## What to produce
Your task is to write out every line of the data exactly. Drop the pictures.

## Excerpted records
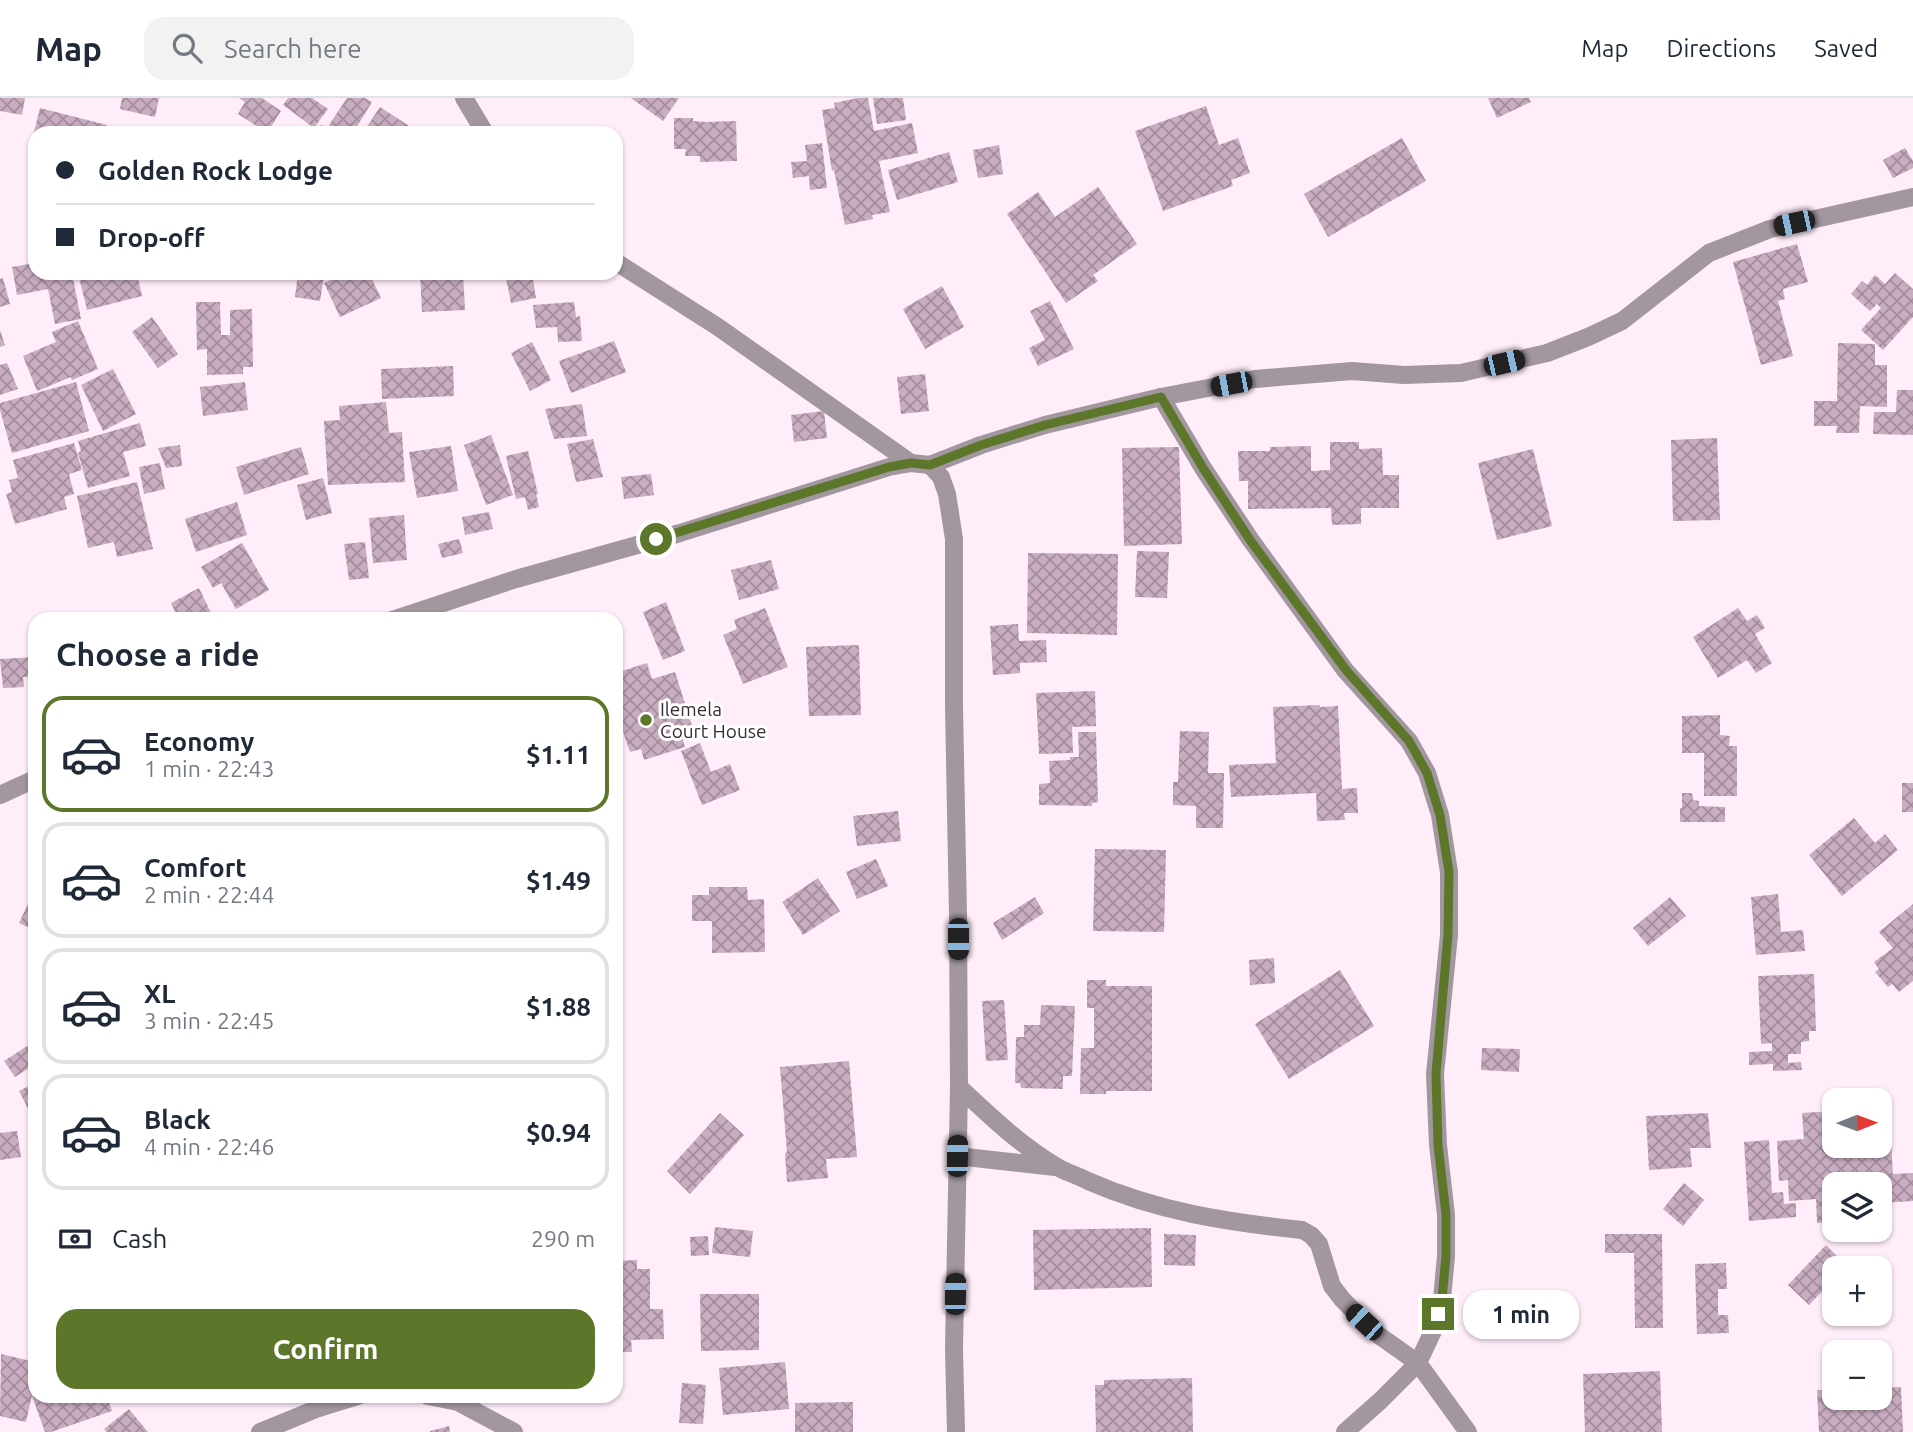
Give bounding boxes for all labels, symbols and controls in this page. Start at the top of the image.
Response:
search box [144,17,634,80]
icon: search [168,29,206,67]
text: Map [35,30,102,67]
text: Search here [224,34,362,63]
text: Map [1581,35,1628,62]
text: Directions [1666,35,1776,62]
text: Saved [1814,35,1878,62]
text: Golden Rock Lodge [98,156,333,185]
car [1772,208,1817,238]
text: Drop-off [98,223,205,252]
car [1482,348,1527,378]
car [1209,370,1254,398]
route start [640,523,672,555]
text: Choose a ride [56,636,259,672]
place label: Ilemela Court House [660,698,767,742]
marker: Ilemela Court House [638,712,654,728]
icon: car [60,723,123,786]
text: Economy [144,727,254,756]
text: $1.11 [526,740,591,769]
text: 1 min · 22:43 [144,756,275,781]
icon: car [60,849,123,912]
text: Comfort [144,853,247,882]
text: $1.49 [526,866,591,895]
text: 2 min · 22:44 [144,882,275,907]
car [948,918,969,960]
icon: car [60,975,123,1038]
text: XL [144,979,175,1008]
text: $1.88 [526,992,591,1021]
text: 3 min · 22:45 [144,1008,275,1033]
north arrow [1822,1088,1892,1158]
map controls [1822,1088,1892,1410]
icon: car [60,1101,123,1164]
text: Black [144,1105,211,1134]
text: $0.94 [526,1118,591,1147]
text: 4 min · 22:46 [144,1134,275,1159]
car [947,1135,968,1177]
button: layers [1822,1172,1892,1242]
icon: cash [56,1220,94,1258]
text: Cash [112,1224,167,1253]
text: 290 m [531,1226,595,1251]
button: + [1822,1256,1892,1326]
car [945,1273,966,1315]
callout: 1 min [1462,1290,1578,1338]
route end [1422,1298,1454,1330]
car [1342,1300,1387,1344]
text: 1 min [1492,1302,1550,1327]
button: Confirm [56,1309,595,1389]
button: − [1822,1340,1892,1410]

## Answer section
Give bounding boxes for all labels, symbols and controls in this page. Start at the top of the image.
Response:
search box [144,17,634,80]
icon: search [168,29,206,67]
text: Map [35,30,102,67]
text: Search here [224,34,362,63]
text: Map [1581,35,1628,62]
text: Directions [1666,35,1776,62]
text: Saved [1814,35,1878,62]
text: Golden Rock Lodge [98,156,333,185]
car [1772,208,1817,238]
text: Drop-off [98,223,205,252]
car [1482,348,1527,378]
car [1209,370,1254,398]
route start [640,523,672,555]
text: Choose a ride [56,636,259,672]
place label: Ilemela Court House [660,698,767,742]
marker: Ilemela Court House [638,712,654,728]
icon: car [60,723,123,786]
text: Economy [144,727,254,756]
text: $1.11 [526,740,591,769]
text: 1 min · 22:43 [144,756,275,781]
icon: car [60,849,123,912]
text: Comfort [144,853,247,882]
text: $1.49 [526,866,591,895]
text: 2 min · 22:44 [144,882,275,907]
car [948,918,969,960]
icon: car [60,975,123,1038]
text: XL [144,979,175,1008]
text: $1.88 [526,992,591,1021]
text: 3 min · 22:45 [144,1008,275,1033]
north arrow [1822,1088,1892,1158]
map controls [1822,1088,1892,1410]
icon: car [60,1101,123,1164]
text: Black [144,1105,211,1134]
text: $0.94 [526,1118,591,1147]
text: 4 min · 22:46 [144,1134,275,1159]
car [947,1135,968,1177]
button: layers [1822,1172,1892,1242]
icon: cash [56,1220,94,1258]
text: Cash [112,1224,167,1253]
text: 290 m [531,1226,595,1251]
button: + [1822,1256,1892,1326]
car [945,1273,966,1315]
callout: 1 min [1462,1290,1578,1338]
route end [1422,1298,1454,1330]
car [1342,1300,1387,1344]
text: 1 min [1492,1302,1550,1327]
button: Confirm [56,1309,595,1389]
button: − [1822,1340,1892,1410]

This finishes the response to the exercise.